- [Instructions for the task] What lines in the following entries hold the word "translate"? Copy each one.

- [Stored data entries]
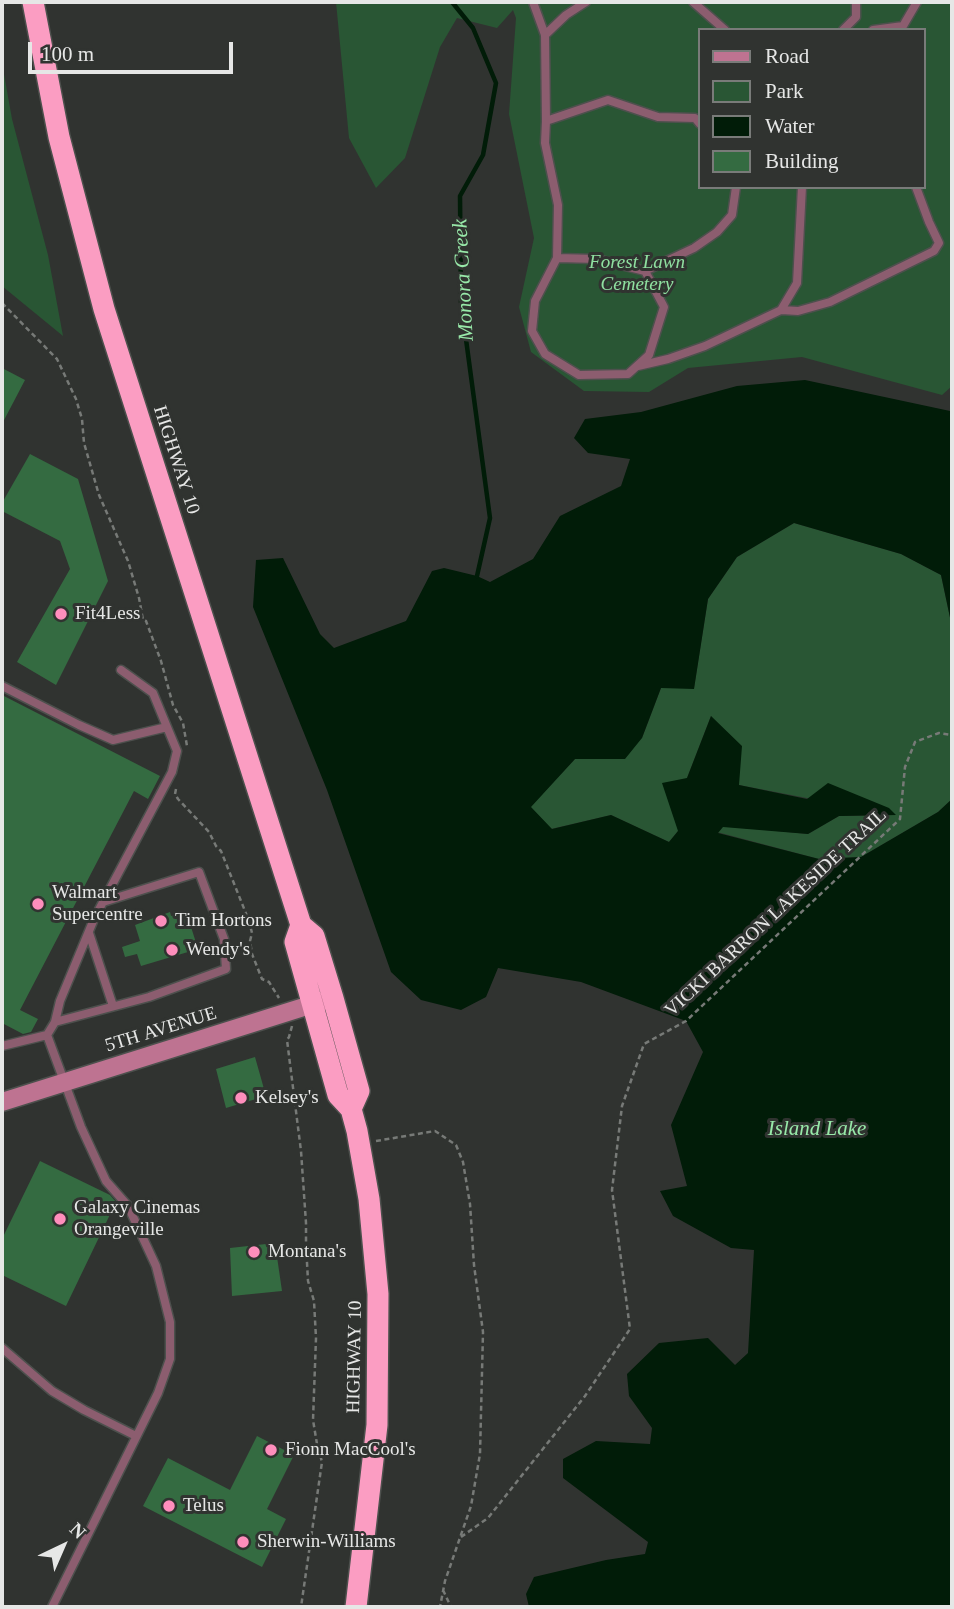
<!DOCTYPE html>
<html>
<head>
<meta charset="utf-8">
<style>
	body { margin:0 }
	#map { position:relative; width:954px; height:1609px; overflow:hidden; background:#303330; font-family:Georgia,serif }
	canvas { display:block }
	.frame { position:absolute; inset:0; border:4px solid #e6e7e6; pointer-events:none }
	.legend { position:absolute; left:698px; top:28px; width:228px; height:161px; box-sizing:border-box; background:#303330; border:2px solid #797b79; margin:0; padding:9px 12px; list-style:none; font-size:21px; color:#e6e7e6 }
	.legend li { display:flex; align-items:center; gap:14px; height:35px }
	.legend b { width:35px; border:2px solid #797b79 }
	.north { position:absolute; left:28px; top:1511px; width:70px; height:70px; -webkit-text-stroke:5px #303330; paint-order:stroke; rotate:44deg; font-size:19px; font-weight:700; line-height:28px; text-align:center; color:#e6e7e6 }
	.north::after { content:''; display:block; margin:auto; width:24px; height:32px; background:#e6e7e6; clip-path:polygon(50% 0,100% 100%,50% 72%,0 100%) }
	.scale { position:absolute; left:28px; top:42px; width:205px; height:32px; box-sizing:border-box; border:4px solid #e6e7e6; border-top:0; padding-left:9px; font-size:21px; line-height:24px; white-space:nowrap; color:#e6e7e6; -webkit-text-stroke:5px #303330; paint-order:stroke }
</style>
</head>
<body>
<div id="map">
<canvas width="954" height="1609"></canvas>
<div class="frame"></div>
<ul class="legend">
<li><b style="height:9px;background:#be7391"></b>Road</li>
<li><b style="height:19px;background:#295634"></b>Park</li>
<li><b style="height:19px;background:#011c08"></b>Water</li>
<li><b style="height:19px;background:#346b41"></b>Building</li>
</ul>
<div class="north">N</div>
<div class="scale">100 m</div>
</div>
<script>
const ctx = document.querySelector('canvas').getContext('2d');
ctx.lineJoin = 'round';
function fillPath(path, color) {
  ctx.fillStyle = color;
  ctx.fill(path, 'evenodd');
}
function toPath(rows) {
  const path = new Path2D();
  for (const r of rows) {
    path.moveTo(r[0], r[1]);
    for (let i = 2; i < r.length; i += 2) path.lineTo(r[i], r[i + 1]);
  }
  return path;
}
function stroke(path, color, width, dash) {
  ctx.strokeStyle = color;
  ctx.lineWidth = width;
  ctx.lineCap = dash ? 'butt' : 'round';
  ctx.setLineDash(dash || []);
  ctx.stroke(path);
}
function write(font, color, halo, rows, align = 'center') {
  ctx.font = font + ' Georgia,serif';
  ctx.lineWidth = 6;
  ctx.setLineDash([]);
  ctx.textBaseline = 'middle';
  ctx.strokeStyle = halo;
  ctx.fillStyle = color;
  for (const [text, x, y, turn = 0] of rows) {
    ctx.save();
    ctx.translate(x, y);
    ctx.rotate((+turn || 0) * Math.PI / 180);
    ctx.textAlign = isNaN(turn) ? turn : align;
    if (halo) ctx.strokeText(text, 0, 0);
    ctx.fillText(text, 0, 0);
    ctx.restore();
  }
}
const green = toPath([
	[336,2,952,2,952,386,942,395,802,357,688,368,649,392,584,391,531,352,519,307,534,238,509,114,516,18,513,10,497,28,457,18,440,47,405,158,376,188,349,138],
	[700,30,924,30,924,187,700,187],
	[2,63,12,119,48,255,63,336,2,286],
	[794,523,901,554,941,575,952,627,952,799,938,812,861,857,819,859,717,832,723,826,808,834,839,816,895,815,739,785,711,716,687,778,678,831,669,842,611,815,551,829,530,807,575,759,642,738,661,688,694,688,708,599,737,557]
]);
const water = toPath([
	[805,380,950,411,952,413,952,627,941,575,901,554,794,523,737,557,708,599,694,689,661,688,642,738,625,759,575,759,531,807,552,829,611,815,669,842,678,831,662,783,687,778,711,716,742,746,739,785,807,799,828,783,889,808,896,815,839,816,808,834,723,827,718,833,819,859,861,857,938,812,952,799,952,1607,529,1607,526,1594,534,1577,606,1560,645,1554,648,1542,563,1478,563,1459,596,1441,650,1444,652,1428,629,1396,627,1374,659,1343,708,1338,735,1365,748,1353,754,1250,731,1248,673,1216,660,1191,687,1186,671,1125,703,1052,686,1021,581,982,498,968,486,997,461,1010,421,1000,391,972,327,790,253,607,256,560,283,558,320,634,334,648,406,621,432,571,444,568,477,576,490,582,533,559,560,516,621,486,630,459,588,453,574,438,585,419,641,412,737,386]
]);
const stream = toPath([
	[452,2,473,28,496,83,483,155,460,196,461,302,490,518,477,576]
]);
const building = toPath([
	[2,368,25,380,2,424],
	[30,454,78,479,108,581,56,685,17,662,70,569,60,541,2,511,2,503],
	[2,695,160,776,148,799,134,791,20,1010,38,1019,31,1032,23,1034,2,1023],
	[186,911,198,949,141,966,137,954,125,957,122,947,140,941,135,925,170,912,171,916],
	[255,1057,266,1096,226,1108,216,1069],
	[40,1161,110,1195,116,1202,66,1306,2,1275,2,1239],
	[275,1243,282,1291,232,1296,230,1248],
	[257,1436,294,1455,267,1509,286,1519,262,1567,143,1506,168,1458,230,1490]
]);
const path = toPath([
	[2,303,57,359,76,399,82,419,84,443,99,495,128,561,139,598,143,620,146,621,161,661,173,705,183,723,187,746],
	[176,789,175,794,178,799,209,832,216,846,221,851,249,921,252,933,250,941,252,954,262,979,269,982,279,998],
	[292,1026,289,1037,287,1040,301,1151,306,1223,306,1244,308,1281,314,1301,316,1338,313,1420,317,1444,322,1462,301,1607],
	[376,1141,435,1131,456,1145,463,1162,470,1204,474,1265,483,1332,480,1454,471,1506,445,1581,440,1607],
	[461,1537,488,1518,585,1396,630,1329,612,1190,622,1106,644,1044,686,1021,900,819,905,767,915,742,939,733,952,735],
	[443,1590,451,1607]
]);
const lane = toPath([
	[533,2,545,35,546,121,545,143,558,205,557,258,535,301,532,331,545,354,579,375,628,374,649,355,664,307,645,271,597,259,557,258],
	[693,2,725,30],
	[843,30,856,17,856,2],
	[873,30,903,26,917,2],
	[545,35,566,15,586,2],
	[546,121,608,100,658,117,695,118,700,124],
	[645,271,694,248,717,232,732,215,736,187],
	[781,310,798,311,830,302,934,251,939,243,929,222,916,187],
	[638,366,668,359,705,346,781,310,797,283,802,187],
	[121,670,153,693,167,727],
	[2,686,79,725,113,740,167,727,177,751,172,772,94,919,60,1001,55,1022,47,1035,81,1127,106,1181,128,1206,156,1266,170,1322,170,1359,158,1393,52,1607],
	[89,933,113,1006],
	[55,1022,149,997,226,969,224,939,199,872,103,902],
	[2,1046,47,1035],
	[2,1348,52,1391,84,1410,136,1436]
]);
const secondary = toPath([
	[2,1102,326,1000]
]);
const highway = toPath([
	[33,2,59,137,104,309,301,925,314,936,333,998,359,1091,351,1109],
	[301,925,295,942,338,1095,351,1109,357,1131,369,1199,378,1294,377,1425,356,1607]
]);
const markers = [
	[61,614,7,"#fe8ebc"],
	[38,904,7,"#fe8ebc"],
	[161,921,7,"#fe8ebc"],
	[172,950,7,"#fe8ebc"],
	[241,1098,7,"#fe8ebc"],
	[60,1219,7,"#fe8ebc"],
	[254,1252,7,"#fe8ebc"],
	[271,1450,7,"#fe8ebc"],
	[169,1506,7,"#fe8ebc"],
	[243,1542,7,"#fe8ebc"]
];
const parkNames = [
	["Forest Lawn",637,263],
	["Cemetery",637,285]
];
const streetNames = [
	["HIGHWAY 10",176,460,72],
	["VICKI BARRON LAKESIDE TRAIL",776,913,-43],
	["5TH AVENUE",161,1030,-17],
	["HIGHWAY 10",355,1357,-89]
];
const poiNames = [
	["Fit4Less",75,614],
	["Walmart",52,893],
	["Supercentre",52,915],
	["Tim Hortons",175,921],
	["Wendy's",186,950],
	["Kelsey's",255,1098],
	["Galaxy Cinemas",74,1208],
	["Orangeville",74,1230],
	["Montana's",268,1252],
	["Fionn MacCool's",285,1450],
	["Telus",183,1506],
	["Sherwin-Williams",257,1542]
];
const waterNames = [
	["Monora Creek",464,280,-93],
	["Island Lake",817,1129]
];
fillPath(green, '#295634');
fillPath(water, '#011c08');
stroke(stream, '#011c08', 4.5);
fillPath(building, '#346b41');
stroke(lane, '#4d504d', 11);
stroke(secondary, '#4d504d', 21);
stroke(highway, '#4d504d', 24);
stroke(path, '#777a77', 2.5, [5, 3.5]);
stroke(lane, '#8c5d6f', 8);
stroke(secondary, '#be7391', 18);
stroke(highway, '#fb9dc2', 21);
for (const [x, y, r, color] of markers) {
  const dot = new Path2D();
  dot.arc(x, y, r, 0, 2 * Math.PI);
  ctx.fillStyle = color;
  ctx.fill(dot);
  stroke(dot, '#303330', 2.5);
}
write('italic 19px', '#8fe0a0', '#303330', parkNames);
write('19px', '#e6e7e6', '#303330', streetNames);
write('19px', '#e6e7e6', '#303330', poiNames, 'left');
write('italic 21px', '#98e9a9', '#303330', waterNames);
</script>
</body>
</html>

==

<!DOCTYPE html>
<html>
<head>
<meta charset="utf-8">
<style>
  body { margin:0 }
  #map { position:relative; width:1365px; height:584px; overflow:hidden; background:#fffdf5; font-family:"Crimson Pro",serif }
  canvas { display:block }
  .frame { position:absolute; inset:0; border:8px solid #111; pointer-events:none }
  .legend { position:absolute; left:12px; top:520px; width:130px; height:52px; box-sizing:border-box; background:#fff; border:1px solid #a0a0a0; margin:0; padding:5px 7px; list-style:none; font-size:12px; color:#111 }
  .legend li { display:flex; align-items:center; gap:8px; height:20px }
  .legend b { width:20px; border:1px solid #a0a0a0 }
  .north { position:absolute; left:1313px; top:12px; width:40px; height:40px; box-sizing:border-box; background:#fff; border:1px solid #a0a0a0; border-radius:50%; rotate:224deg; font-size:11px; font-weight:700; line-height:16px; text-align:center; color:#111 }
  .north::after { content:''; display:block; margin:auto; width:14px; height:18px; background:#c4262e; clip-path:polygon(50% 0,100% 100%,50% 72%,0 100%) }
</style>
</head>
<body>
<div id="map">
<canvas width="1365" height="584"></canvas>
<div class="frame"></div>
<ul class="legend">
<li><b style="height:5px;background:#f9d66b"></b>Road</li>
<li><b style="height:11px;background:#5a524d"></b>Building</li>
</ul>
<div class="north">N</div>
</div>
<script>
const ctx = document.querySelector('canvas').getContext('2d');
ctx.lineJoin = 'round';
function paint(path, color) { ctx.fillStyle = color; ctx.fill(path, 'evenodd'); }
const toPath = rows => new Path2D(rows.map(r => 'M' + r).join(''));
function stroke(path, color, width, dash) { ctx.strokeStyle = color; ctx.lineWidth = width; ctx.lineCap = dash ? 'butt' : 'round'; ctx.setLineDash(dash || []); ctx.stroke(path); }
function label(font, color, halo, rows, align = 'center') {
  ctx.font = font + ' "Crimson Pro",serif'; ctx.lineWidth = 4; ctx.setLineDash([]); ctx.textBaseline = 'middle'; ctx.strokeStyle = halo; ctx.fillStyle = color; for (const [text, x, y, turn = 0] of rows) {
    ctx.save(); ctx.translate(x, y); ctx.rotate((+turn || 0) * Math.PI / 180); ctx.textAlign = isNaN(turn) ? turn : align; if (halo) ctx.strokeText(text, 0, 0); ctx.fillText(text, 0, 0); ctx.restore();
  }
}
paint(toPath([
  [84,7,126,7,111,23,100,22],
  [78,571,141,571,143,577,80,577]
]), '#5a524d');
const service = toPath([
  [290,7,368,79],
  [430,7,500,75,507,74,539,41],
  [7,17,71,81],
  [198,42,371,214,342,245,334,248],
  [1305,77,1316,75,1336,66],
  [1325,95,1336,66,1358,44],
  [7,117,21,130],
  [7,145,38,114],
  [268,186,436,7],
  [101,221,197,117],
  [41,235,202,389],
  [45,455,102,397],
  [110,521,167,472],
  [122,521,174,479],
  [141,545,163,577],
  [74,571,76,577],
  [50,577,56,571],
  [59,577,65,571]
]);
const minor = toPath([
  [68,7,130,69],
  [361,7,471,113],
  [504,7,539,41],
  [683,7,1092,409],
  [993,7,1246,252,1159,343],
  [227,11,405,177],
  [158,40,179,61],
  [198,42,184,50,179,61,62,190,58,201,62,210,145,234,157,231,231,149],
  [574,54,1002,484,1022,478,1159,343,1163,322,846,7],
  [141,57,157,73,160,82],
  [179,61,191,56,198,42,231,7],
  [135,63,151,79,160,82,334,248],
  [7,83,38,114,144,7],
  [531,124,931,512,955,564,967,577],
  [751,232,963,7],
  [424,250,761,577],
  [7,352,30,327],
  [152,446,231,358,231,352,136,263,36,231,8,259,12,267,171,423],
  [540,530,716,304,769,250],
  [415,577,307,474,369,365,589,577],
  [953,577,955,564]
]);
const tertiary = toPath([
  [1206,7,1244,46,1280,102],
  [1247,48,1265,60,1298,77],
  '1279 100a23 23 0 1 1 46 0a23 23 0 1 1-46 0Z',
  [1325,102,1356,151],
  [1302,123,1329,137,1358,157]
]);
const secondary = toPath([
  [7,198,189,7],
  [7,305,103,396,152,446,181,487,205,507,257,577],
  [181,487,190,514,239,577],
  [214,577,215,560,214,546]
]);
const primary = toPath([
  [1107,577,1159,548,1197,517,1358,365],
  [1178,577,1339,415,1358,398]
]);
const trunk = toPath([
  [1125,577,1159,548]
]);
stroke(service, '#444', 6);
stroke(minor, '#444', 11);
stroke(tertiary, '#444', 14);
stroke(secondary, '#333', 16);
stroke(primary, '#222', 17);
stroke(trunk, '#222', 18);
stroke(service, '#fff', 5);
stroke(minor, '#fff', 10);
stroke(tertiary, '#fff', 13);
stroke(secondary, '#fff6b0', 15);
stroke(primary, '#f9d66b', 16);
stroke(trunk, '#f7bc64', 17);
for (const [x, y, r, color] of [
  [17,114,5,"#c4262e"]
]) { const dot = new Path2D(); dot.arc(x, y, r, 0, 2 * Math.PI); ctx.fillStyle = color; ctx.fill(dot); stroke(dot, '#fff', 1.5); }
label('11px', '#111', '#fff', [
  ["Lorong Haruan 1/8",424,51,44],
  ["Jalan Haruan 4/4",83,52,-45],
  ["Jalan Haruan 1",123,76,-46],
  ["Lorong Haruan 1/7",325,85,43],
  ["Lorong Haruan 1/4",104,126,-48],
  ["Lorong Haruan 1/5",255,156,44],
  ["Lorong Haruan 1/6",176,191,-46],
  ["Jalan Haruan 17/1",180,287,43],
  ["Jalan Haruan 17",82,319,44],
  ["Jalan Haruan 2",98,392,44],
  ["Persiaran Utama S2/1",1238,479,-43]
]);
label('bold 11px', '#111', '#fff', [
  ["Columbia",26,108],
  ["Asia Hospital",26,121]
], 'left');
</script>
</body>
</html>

- [Result below]
    ctx.translate(x, y);
    ctx.save(); ctx.translate(x, y); ctx.rotate((+turn || 0) * Math.PI / 180); ctx.textAlign = isNaN(turn) ? turn : align; if (halo) ctx.strokeText(text, 0, 0); ctx.fillText(text, 0, 0); ctx.restore();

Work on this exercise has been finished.